• [Entries supplied]:

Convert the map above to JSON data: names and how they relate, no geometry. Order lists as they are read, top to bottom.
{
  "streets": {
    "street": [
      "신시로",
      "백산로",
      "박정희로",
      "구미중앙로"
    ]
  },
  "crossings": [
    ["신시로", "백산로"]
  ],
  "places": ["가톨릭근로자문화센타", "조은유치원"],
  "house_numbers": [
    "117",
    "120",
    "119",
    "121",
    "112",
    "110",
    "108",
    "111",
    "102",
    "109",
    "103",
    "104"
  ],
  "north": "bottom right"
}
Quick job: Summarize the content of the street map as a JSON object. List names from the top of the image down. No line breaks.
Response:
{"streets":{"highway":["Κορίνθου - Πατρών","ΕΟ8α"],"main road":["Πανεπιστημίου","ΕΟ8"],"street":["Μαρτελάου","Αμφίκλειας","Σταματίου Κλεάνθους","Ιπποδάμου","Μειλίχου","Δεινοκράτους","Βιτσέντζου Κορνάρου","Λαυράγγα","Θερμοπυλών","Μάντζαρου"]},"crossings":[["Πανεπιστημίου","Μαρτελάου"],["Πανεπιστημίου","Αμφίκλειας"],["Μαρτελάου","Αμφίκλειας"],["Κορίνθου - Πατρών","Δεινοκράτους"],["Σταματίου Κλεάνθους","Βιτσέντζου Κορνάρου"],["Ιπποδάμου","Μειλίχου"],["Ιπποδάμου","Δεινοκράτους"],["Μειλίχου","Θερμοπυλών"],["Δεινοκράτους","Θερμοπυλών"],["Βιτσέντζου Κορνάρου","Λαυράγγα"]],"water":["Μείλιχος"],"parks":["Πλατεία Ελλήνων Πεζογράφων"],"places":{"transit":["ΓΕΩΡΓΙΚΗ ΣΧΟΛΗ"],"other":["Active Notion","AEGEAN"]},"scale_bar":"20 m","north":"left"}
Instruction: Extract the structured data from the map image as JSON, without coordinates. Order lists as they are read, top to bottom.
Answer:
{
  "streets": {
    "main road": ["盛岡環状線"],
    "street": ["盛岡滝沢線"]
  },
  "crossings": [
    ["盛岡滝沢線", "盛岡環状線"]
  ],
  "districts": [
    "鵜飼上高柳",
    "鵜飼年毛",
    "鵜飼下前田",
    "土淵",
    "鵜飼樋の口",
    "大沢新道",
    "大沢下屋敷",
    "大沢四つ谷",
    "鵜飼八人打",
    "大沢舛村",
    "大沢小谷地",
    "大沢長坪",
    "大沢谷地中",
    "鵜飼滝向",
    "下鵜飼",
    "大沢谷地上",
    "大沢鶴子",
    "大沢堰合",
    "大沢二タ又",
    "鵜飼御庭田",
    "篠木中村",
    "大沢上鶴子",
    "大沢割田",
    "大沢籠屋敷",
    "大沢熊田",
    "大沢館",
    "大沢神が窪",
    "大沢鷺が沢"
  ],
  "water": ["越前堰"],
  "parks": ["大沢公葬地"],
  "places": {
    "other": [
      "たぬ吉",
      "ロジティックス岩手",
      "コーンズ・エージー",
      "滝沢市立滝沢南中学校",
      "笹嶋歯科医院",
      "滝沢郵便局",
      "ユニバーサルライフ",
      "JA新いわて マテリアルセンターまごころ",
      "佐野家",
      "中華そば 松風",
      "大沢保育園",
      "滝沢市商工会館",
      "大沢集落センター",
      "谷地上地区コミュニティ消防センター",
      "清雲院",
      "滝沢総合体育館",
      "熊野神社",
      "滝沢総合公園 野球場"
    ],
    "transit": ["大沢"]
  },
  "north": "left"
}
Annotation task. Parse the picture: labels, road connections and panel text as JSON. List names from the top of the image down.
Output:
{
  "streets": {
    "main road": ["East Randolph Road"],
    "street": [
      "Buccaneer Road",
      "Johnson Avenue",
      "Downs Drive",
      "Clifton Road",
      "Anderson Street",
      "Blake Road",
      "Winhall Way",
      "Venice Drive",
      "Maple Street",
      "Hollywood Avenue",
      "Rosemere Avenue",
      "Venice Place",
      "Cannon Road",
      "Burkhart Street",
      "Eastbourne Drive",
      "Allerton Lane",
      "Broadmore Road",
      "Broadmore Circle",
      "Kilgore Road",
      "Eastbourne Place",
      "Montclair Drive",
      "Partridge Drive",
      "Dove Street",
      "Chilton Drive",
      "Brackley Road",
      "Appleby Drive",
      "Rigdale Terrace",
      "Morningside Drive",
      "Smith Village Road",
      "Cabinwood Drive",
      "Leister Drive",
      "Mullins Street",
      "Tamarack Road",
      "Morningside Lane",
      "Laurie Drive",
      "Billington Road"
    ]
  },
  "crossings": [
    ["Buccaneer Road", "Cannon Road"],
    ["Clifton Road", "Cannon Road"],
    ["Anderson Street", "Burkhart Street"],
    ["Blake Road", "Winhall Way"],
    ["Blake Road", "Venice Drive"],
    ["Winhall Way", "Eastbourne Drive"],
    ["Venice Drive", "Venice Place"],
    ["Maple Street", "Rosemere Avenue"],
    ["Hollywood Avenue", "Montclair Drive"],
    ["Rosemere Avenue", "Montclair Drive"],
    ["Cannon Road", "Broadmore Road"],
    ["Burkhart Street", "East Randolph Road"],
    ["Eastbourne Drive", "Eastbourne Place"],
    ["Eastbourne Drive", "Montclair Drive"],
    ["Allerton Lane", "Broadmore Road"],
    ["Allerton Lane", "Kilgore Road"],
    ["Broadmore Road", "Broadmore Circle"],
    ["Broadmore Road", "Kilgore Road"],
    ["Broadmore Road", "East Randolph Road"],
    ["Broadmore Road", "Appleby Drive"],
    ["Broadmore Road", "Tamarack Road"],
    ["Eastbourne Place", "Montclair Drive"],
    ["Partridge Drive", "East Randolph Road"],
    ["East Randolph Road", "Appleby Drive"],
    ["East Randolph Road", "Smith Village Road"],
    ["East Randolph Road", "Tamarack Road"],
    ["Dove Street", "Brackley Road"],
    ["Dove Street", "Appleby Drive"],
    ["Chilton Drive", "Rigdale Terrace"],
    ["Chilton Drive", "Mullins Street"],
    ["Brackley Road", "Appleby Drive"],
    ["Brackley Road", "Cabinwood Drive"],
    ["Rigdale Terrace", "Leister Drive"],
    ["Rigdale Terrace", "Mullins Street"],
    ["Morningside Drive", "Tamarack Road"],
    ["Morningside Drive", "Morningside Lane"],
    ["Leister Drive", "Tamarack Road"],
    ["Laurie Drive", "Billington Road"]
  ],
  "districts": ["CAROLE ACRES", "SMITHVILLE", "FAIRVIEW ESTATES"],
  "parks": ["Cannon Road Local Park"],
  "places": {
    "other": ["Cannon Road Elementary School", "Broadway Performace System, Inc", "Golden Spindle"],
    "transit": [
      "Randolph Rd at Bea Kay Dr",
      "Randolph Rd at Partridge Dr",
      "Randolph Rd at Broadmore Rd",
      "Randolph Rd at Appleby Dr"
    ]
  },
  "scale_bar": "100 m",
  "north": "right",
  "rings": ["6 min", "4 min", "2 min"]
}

• [What needs to be done]: Only the lines above that hold "Anderson" are wanted. Show every one of them.

• [Response area]:
      "Anderson Street",
    ["Anderson Street", "Burkhart Street"],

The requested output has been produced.